Six LDS Writers and A Frog

Tuesday, January 11, 2011

Writing YA Dystopia: Two different thoughts

In a couple months I have to teach a class about writing dystopian fiction, so I'm reading as much as I can on the subject. The question that everyone seems to be asking is: why do teenagers love it so much?

While I don't think that there's a single answer, and I don't mean to claim that all readers have the same motivations, some answers seem much more likely to me than others, and one answer in particular bugs me.

Before I start pulling out the quotes from other stuff I've been reading, let me tell you my theory (which, admittedly, isn't terribly original):

Dystopian fiction is almost always about oppression and control, and there is no group of Americans who views themselves as more oppressed and controlled than teenagers. They're at an age where they are becoming more and more capable--physically, mentally, etc--and yet they're still not allowed to make many choices about their lives. They are in a very structured environment, moving every hour at the ring of a bell to a different room where they learn things they're required to learn, whether they want to or not. Depending on their school, they might not be able to wear what they want, sit where they want, or even set foot off campus during a certain period of time. After school they may work at a job which gives them responsibility, but still no real choices--they can use their minimum wage salary to buy some consumer goods or some fast food, but they can't use that small amount of money to change their situation in life. At home they have to follow their parents' rules, continue studying things they don't appreciate, and do chores--forced labor--for a system they have little or no say in (kind of a taxation-without-representation scenario).

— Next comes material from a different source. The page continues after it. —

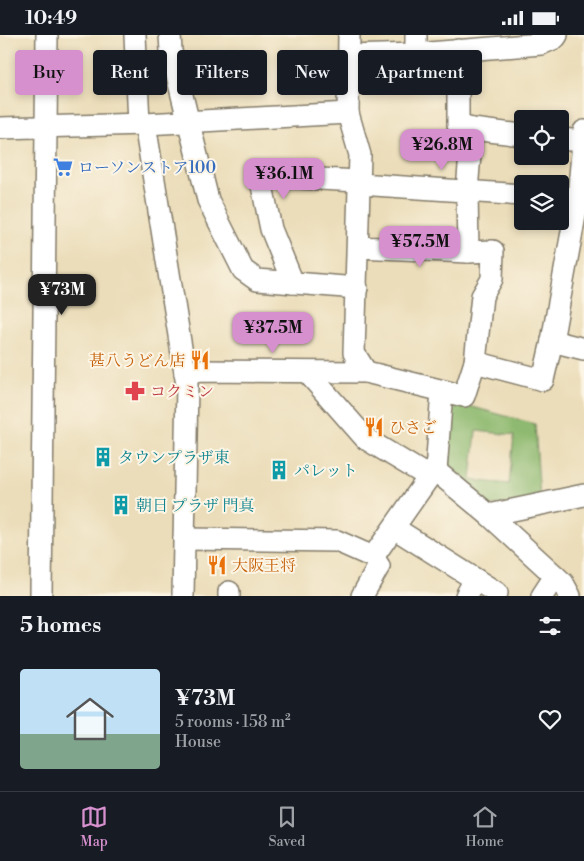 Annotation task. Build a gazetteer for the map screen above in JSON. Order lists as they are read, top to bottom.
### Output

I'm not saying high school or parents or homework are bad. I'm just saying that it's easy to see how teenagers view themselves as oppressed and controlled.

I remember when I was in high school we'd protest everything. The school was less than a mile from the state capitol building, and there was more than one occasion when students would walk out and march up the hill shouting something or other. And it seemed like I was school board meetings every couple of months, joining my friends in the only way we could make our displeasure known. And lest you get the wrong impression, I wasn't much of a hooligan--half the time I was protesting in favor of the status quo, protesting against other protesting teenagers. But the point is: teenagers want to fight for something. They want choices, and they want a voice.

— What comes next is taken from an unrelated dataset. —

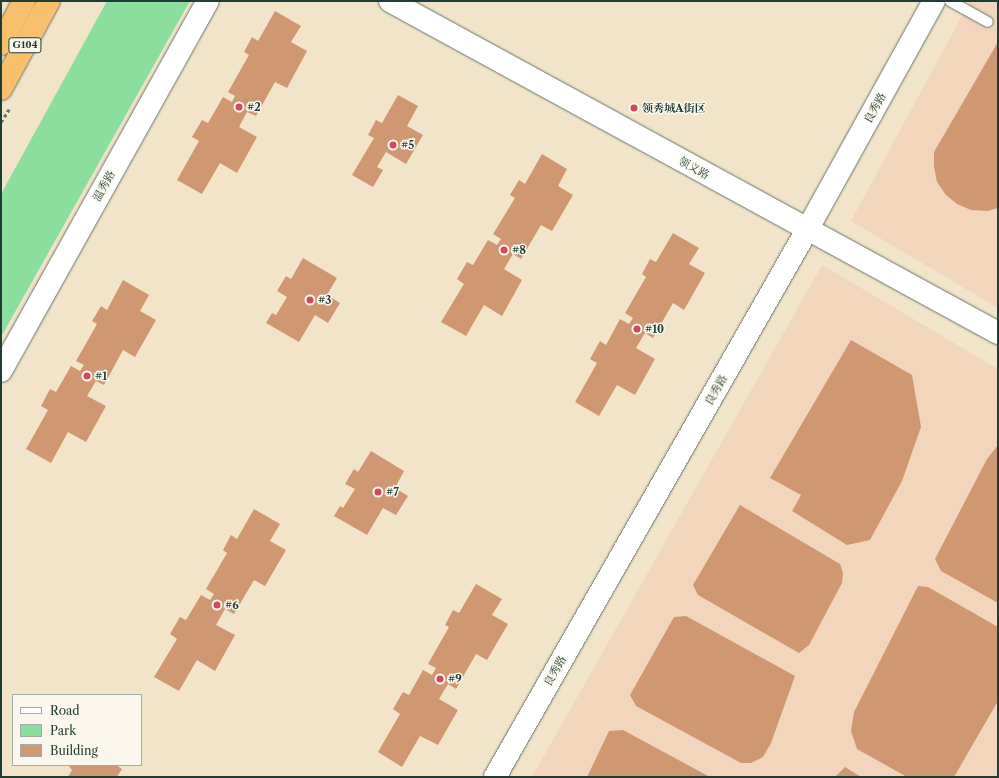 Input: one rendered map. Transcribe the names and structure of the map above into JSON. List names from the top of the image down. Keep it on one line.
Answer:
{"streets":{"highway":["G104"],"street":["良秀路","领义路","温秀路"]},"crossings":[["良秀路","领义路"]],"places":["#2","领秀城A街区","#5","#8","#3","#10","#1","#7","#6","#9"],"legend":["Road","Park","Building"]}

Consequently, it's not at all surprising that teens suck up books like Matched and The Maze Runner and The Hunger Games as though they were the last drops of water in the desert. These books are metaphors of the teenage condition, yet they all have heroic teens who break free from their oppressor's controls.

So, that's my theory about why teens love dystopia. Here's the theory that bugs me:

As author Paolo Bacigalupi put it in a recent New York Times article: "I suspect that young adults crave stories of broken futures because they themselves are uneasily aware that their world is falling apart."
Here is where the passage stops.